Can one use mathematical induction to disprove a statement?

[simpleman]

I have a textbook and have researched several websites and have found numerous examples of induction to proving statements are always true, but no examples where induction proves a statement false (except where n=1 (or the base case) is false). Can induction even prove a statement is false (when the base case is true)?

For example, what about the classic false statement:

"2^n - 1 is always a prime number"
base case, 1, results in 1 (prime, so true)
next case, 2, results in 3 (prime, so true)
... ... ...
next case, 11, results in 2047 (not prime (23*89=2047), so false)

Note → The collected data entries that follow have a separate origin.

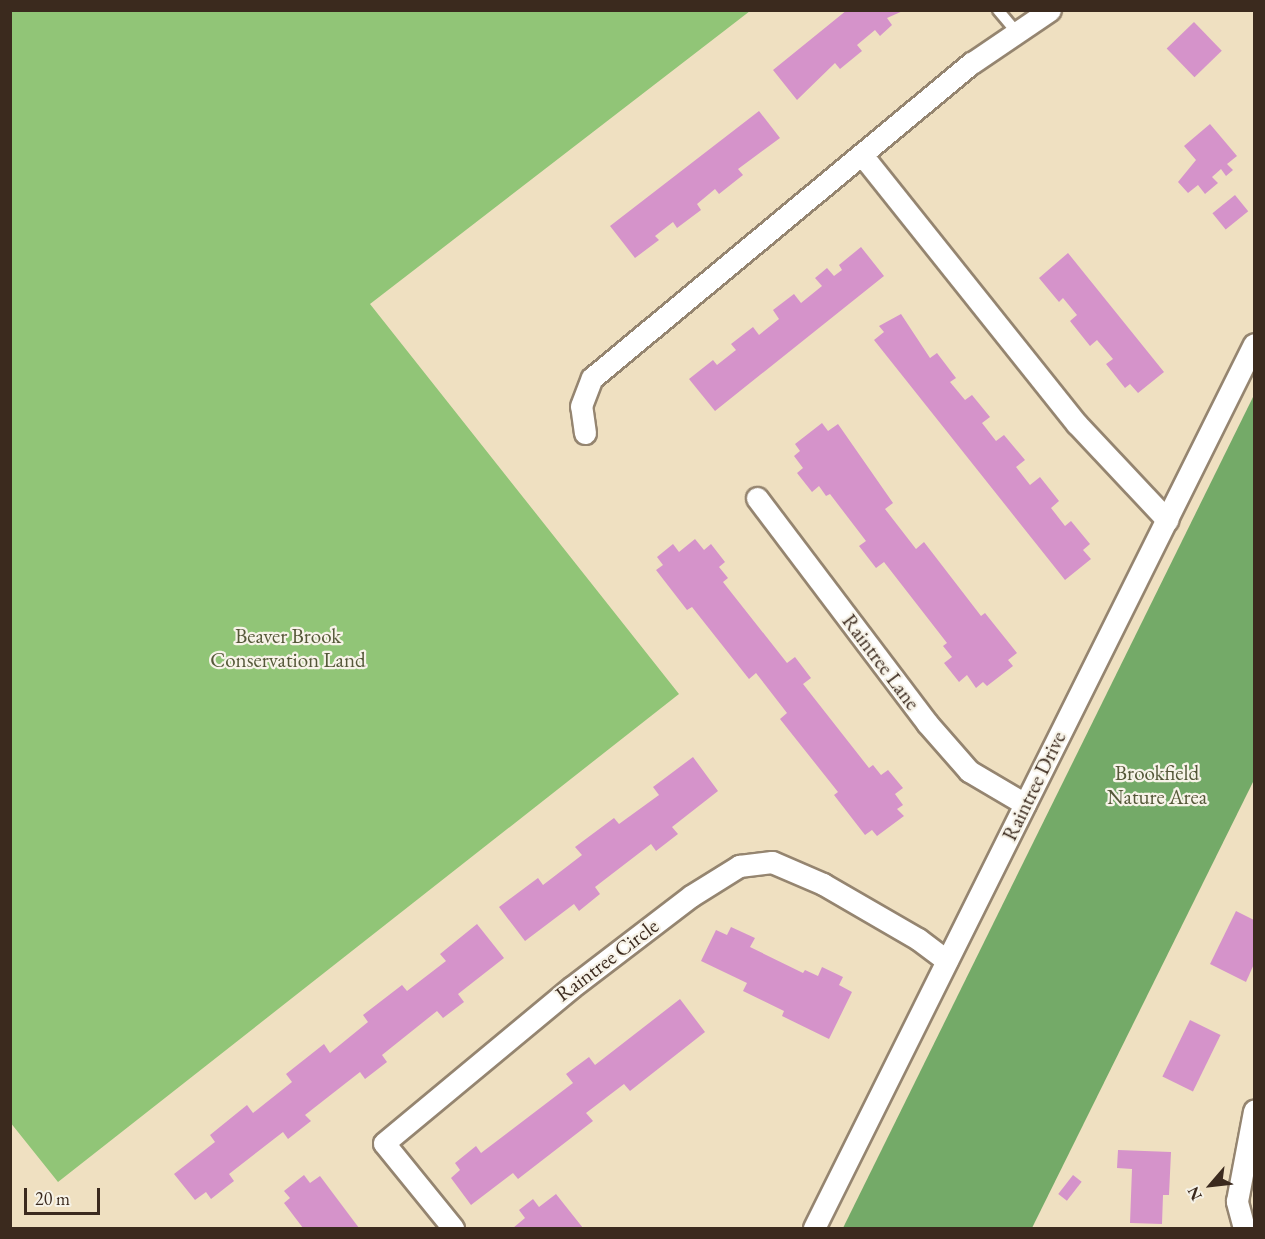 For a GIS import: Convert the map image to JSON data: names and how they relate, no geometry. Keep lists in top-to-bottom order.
{
  "streets": {
    "street": ["Raintree Lane", "Raintree Drive", "Raintree Circle"]
  },
  "crossings": [
    ["Raintree Lane", "Raintree Drive"],
    ["Raintree Drive", "Raintree Circle"]
  ],
  "parks": ["Beaver Brook Conservation Land", "Brookfield Nature Area"],
  "scale_bar": "20 m",
  "north": "bottom left"
}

Can the inductive method prove this is false? If so, I would love understand, or If not, how is induction a useful at all?

[nona.m.nona]

I have a textbook and have researched several websites and have found numerous examples of induction to proving statements are always true, but no examples where induction proves a statement false (except where n=1 (or the base case) is false). Can induction even prove a statement is false (when the base case is true)?

The difference between "proving a statement is false" and "failing to prove a false statement" is vast. Induction is not constructed to do the former, but the online lesson (in the link in your other thread) shows examples of the latter.

For example, what about the classic false statement:

"2^n - 1 is always a prime number"
base case, 1, results in 1 (prime, so true)
next case, 2, results in 3 (prime, so true)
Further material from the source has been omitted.